◆ Materials provided ◆
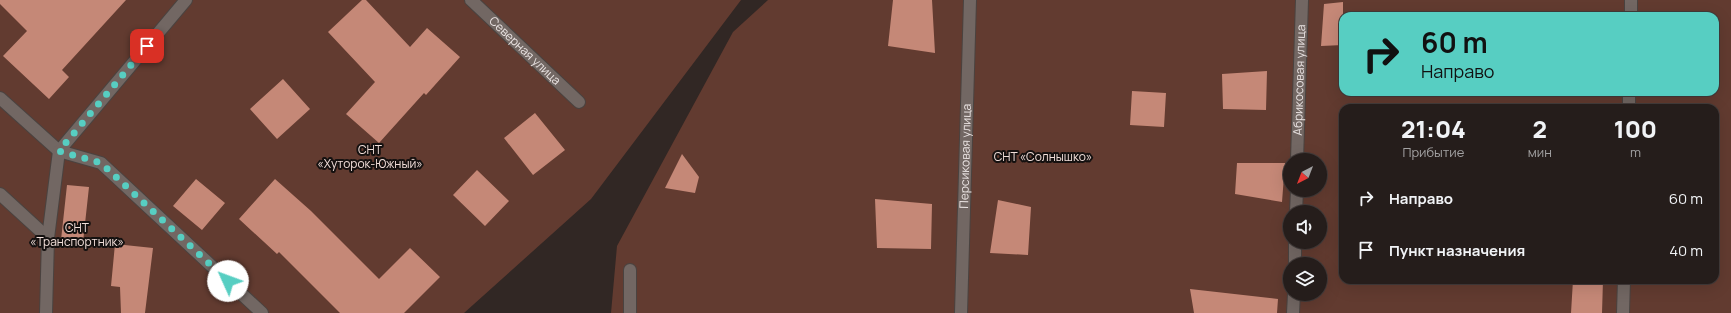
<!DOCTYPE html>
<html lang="ru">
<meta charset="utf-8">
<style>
body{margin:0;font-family:Manrope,sans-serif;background:#2d2624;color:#f1f3f6;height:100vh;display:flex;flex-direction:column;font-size:15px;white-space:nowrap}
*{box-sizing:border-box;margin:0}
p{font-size:13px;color:#a3a2a3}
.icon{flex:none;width:22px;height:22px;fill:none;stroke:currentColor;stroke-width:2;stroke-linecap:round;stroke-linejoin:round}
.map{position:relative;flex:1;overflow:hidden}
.panel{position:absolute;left:1339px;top:104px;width:380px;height:180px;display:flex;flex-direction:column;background:#251d1b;border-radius:12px;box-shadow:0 4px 16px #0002,0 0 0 1px #423b3a}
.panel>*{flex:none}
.guide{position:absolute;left:1339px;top:12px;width:380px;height:84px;border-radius:12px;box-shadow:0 4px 16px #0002,0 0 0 1px #423b3a;background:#57cec2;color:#111;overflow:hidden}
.needle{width:26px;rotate:222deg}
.buttons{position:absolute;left:1283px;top:153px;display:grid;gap:8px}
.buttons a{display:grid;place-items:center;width:44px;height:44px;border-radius:50%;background:#251d1b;box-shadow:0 4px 16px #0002,0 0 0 1px #423b3a;font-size:20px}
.pin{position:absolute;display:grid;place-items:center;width:34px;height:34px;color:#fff;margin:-17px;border-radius:8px;box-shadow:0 2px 6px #0006}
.me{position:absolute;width:44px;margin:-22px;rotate:313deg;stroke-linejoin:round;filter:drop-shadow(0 0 3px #0008)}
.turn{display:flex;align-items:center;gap:14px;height:84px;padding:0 16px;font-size:18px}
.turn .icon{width:52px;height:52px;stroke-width:2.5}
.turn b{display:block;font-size:28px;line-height:34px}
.eta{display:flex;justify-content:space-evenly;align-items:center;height:68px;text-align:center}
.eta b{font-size:24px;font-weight:800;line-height:28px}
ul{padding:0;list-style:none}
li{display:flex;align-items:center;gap:12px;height:52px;padding:0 16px}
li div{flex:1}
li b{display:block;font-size:15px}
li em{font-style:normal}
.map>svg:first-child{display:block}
</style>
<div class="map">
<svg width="1731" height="313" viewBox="0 0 1731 313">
<rect width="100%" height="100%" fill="#312724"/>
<path fill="#623b30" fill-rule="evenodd" d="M0,0h741l-150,199 -127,114h-464z
M768,0h963v313h-1120l6,-67 116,-214zM1343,16h372v76h-372zM1343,108h372v172h-372zM1290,160h30v30h-30zM1290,212h30v30h-30zM1290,264h30v30h-30z"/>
<path fill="#c58877" d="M0,0h126l-64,70 7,7 -20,22 -46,-43 24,-25 -27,-27z
M362,0h4l44,47 17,-19 33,29 -34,38 -2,-2 -45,50 -33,-29 29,-32 -47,-50z
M893,0h39l3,53 -47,-7z
M1343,2v43l-22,1 3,-42z
M1267,71l-1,39 -43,-1 -1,-35z
M283,79l27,30 -33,30 -27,-30z
M1132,91l34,2 -2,34 -34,-2z
M535,113l30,37 -32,25 -29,-37z
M682,154l17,23 -4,16 -30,-5z
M1237,163h48l-3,39 -47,-8z
M477,170l32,31 -24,25 -32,-31z
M196,179l29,24 -23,27 -29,-24z
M275,179l36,32 68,68 31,-31 30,29 -36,36h-64l-61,-61 -2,2 -38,-35z
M67,185l22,2 -6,55 -22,-2z
M875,199l57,5 -1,45 -54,-1z
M998,200l33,7 -3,48 -38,-2z
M115,244l38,4 -8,65h-24l-1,-26 -9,-1z
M1573,280h30l-1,33h-31z
M1190,289l88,10 -1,14h-83z"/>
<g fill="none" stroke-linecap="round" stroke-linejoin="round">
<g stroke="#4a4340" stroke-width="14">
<path id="service" d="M59,151l127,-151"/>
</g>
<g stroke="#4a4340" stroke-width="14">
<g id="minor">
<path id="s1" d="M471,0l108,102"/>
<path d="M1631,16v-16"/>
<path d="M0,98l59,53 42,12 161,150"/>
<path d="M1629,108v-16"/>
<path id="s2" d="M1297,160l5,-160"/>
<path d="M0,194l48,44"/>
<path d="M1296,212l1,-22"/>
<path d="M1295,264v-22"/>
<path d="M46,313l2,-75 11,-87"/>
<path d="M630,313v-43"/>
<path id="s3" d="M961,313l9,-313"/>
<path d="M1293,313l1,-19"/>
<path d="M1623,313l1,-33"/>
</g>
</g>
<use href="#service" stroke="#726763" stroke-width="12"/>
<use href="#minor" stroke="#726763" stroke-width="12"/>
</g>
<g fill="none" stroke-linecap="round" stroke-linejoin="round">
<path stroke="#57cec2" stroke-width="7" stroke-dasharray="0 12.6" d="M147,46l-88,105 42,12 127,118"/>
</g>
<g text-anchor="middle" stroke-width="4" stroke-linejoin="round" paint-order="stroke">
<g font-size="12" fill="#eae3e2" stroke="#151110">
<text dy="4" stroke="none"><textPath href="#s1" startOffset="74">Северная улица</textPath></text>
<text dy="4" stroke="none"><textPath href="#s2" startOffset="80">Абрикосовая улица</textPath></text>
<text dy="4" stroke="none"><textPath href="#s3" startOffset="157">Персиковая улица</textPath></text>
</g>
<g font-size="12" fill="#f2dfda" stroke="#151110">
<text x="370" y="154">СНТ<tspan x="370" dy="14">«Хуторок-Южный»</tspan></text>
<text x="1043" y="161">СНТ «Солнышко»</text>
<text x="77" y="232">СНТ<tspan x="77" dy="14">«Транспортник»</tspan></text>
</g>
</g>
</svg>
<div class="buttons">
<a><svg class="needle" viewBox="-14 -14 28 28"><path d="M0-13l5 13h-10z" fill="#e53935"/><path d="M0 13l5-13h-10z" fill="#a3a2a3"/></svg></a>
<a><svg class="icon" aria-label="sound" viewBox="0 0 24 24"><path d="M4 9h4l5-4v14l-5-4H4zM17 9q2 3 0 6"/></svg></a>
<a><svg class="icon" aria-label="layers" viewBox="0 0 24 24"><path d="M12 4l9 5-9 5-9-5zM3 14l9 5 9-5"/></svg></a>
</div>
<div class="pin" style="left:147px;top:46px;background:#d93025"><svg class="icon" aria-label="arrive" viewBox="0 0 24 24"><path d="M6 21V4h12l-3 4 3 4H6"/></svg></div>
<svg class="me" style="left:228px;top:281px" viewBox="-20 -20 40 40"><circle r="19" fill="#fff"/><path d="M0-13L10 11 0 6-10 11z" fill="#57cec2"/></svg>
<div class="guide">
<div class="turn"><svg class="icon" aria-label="right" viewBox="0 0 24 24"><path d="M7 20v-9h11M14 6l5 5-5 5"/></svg><div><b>60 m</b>Направо</div></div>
</div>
<section class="panel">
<div class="eta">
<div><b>21:04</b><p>Прибытие</p></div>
<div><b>2</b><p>мин</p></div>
<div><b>100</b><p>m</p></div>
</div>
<ul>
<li><svg class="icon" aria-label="right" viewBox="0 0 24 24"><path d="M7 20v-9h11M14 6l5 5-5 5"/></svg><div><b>Направо</b></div><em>60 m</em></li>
<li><svg class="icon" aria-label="arrive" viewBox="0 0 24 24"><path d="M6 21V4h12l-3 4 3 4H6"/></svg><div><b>Пункт назначения</b></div><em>40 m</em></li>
</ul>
</section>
</div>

◆ Work order ◆
Where does the word "buttons" occur in the records? Return every line that holds it.

◆ Answer to this task ◆
.buttons{position:absolute;left:1283px;top:153px;display:grid;gap:8px}
.buttons a{display:grid;place-items:center;width:44px;height:44px;border-radius:50%;background:#251d1b;box-shadow:0 4px 16px #0002,0 0 0 1px #423b3a;font-size:20px}
<div class="buttons">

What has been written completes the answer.